• _WORK TO COMPLETE_:
Lines that contain the string "labels" are the ones to list; copy all of them from the records.

• _Dataset records_:
=== Begin Enclosure ===
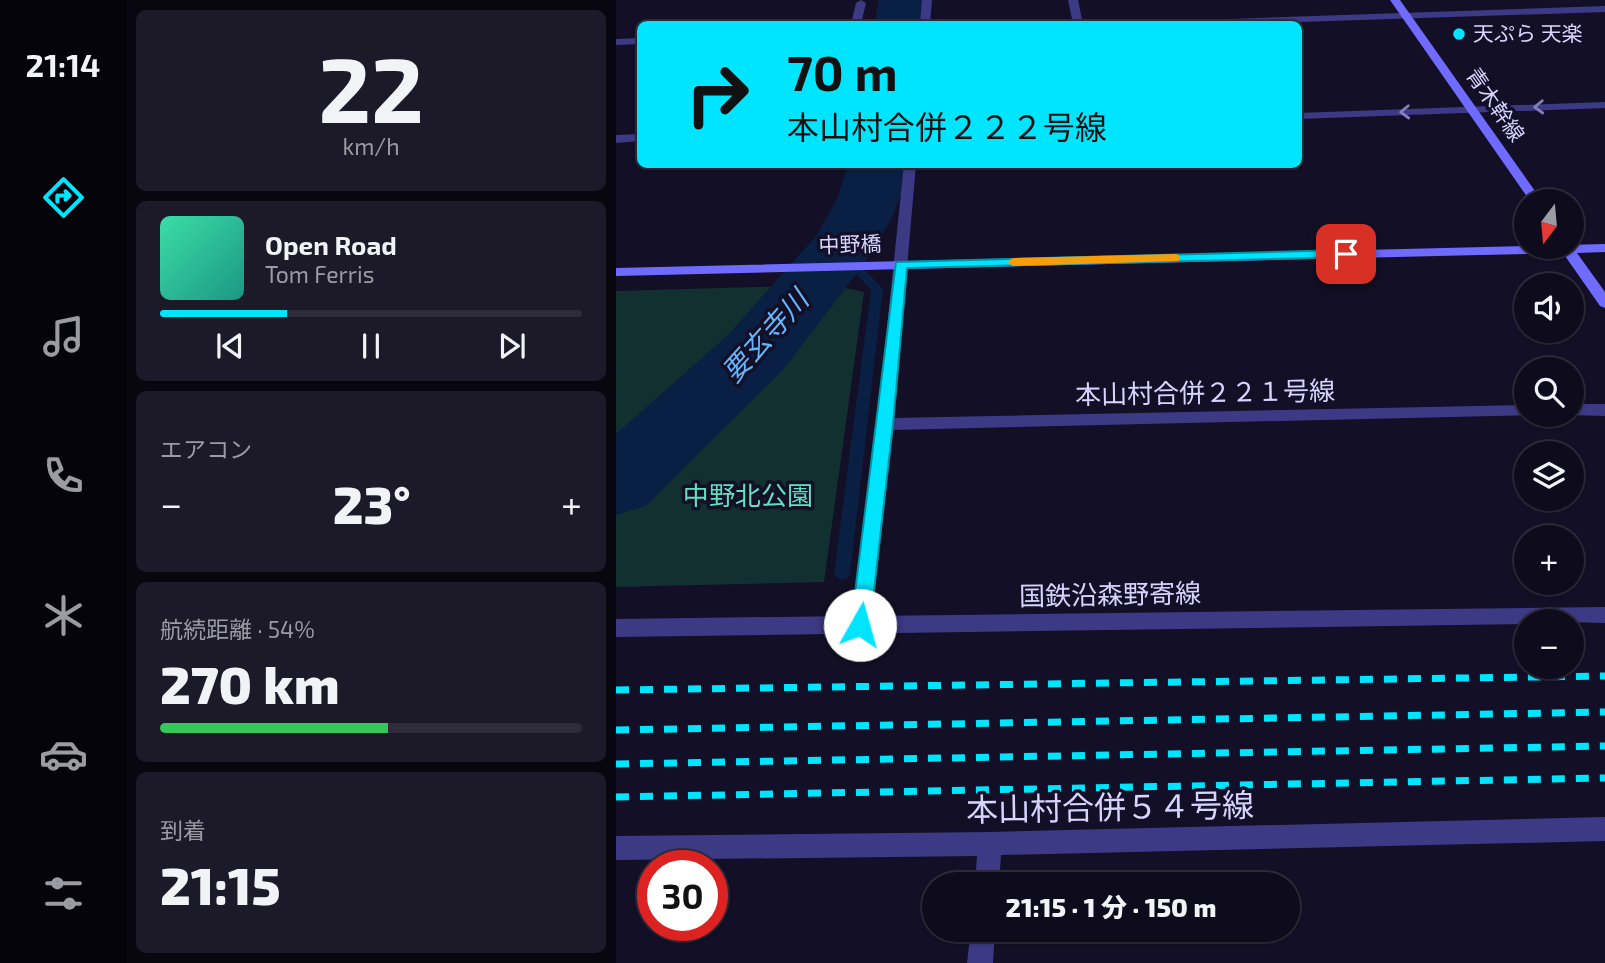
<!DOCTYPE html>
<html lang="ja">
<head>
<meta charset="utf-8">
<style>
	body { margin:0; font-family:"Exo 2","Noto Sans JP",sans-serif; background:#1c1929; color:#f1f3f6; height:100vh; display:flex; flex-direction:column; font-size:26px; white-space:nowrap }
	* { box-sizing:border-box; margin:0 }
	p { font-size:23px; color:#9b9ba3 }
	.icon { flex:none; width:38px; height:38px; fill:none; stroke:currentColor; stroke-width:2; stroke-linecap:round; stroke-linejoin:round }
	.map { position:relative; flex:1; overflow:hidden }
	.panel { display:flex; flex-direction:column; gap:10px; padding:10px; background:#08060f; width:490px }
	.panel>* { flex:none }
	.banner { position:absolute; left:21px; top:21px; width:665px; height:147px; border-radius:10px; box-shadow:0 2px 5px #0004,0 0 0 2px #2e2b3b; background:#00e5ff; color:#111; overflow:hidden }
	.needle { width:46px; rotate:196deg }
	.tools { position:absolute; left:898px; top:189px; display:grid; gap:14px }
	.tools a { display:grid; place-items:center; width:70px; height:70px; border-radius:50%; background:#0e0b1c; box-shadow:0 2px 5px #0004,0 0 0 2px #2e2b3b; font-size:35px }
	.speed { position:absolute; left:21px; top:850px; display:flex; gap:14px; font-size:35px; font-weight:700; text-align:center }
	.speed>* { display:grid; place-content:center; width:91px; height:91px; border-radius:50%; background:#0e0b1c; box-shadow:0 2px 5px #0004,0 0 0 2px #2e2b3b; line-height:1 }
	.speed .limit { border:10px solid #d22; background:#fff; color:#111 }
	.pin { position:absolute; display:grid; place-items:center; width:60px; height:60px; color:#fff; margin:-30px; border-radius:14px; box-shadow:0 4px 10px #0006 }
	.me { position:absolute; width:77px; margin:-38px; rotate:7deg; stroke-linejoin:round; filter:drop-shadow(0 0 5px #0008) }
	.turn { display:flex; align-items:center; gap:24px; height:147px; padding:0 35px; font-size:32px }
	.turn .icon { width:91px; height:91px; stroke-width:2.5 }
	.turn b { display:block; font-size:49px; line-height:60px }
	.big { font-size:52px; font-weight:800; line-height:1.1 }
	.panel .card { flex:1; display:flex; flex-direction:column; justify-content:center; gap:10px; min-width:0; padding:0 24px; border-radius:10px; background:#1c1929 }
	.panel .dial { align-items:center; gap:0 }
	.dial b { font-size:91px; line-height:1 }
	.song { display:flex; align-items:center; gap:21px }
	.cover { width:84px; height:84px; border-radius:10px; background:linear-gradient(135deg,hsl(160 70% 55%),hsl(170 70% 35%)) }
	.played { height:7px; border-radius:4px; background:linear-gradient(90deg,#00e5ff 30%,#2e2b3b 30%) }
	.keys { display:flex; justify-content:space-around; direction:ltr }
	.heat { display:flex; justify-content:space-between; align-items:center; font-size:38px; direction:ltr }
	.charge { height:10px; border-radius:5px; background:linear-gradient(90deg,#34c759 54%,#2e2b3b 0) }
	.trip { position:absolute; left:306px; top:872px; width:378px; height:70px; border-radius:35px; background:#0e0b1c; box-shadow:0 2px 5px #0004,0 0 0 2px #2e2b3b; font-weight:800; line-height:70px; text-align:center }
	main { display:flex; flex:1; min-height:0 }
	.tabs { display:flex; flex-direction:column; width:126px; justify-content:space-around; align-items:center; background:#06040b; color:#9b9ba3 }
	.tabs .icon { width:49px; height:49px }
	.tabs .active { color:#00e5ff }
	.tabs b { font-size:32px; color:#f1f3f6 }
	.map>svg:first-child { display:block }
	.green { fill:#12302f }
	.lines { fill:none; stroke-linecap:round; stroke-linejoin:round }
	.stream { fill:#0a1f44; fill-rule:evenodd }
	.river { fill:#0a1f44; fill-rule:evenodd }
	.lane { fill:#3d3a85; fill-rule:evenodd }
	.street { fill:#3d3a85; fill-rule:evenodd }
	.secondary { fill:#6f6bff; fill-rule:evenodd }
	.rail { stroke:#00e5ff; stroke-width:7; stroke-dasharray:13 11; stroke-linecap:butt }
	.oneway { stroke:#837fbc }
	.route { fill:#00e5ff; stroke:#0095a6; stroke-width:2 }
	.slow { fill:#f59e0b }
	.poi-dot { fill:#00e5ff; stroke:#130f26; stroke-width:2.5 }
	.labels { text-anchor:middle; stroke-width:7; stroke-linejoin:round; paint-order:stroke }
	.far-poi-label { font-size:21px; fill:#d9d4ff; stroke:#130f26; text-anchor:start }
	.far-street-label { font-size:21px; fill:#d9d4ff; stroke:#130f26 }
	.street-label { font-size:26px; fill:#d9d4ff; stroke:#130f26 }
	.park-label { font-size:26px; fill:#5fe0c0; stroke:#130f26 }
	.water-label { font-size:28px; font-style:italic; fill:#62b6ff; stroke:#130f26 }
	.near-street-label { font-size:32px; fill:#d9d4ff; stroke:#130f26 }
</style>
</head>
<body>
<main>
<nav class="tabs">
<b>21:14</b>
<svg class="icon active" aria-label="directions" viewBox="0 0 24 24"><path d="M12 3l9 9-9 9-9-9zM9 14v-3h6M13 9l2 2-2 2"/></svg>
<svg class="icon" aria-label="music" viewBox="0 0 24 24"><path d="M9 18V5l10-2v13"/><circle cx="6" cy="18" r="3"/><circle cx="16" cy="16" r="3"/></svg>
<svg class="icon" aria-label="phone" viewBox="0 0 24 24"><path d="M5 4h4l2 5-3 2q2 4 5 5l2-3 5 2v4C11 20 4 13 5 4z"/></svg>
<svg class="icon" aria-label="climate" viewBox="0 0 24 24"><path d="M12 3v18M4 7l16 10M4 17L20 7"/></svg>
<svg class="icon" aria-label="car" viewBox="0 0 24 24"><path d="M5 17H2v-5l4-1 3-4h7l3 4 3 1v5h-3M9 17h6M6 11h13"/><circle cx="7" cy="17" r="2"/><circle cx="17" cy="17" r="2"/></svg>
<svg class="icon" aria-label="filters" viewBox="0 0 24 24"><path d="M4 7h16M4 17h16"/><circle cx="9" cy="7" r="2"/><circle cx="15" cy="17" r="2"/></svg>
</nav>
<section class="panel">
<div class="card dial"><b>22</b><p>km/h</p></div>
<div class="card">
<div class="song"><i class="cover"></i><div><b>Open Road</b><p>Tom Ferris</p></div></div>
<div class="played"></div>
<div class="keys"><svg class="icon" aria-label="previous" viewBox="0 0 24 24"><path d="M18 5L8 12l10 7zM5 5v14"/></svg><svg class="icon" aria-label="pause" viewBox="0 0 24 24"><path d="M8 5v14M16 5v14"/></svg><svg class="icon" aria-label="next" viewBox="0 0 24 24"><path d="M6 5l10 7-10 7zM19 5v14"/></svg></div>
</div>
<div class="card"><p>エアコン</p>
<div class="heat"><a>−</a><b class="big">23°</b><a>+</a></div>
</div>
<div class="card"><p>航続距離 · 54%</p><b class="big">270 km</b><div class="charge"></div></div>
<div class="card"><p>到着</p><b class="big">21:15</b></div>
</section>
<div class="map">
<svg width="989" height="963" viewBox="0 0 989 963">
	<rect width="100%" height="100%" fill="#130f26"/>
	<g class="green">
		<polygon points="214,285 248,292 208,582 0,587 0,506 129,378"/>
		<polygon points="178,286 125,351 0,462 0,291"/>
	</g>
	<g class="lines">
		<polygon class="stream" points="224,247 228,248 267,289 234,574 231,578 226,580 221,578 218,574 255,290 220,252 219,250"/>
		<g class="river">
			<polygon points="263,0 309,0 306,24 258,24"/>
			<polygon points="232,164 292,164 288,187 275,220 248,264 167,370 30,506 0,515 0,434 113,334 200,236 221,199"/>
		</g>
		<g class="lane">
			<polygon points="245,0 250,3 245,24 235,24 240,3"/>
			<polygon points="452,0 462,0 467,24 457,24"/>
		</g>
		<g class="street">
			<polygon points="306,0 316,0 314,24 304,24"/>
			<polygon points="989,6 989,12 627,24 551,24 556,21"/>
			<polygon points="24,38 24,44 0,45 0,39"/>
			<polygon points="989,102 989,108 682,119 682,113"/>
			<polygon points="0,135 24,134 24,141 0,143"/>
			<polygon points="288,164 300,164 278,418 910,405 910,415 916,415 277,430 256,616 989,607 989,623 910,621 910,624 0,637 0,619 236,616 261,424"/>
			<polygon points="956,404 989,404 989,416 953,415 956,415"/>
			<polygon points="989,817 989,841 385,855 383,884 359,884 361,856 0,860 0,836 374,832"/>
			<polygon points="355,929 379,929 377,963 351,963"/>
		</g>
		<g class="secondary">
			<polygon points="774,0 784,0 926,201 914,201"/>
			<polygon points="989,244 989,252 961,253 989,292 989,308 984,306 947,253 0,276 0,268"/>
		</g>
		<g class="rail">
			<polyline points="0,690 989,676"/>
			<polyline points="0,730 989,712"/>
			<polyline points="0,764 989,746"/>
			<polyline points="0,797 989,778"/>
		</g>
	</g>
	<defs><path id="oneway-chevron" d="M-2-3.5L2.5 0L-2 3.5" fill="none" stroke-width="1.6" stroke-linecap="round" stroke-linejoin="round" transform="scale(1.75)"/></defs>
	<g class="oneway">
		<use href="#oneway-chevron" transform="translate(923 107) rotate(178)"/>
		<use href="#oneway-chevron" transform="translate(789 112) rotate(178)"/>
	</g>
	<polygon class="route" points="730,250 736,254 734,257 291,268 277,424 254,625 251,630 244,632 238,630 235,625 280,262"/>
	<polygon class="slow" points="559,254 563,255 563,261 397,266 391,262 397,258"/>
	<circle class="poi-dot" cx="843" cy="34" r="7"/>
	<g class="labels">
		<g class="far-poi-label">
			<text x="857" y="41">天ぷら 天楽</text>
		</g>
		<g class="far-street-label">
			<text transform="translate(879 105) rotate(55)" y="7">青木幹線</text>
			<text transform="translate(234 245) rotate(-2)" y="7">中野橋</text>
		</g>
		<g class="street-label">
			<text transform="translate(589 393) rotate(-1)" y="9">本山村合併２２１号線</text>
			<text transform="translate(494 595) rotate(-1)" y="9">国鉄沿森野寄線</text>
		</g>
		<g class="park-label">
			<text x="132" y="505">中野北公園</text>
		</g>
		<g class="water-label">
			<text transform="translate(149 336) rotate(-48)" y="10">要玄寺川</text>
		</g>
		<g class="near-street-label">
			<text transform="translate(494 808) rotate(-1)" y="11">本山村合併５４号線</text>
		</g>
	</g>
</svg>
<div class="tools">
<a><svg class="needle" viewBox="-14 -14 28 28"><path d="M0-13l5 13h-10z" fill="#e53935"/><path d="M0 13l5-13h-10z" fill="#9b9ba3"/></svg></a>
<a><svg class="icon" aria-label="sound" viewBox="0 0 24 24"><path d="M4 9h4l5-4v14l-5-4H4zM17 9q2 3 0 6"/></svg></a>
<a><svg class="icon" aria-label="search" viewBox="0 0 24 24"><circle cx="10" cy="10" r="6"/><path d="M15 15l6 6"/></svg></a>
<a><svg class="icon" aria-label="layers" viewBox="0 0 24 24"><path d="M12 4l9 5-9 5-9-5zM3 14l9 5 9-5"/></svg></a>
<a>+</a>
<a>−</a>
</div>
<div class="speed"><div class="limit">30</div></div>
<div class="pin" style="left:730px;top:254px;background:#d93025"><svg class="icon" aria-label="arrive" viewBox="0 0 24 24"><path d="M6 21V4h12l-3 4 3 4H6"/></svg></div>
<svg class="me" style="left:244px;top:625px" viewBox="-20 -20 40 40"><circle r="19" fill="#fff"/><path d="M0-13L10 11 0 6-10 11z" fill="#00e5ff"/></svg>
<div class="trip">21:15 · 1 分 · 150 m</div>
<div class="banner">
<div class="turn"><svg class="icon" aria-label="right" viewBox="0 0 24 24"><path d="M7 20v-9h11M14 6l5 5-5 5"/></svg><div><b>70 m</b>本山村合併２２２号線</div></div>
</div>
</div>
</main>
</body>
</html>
=== End Enclosure ===
• _RESPONSE BOX_:
	.labels { text-anchor:middle; stroke-width:7; stroke-linejoin:round; paint-order:stroke }
	<g class="labels">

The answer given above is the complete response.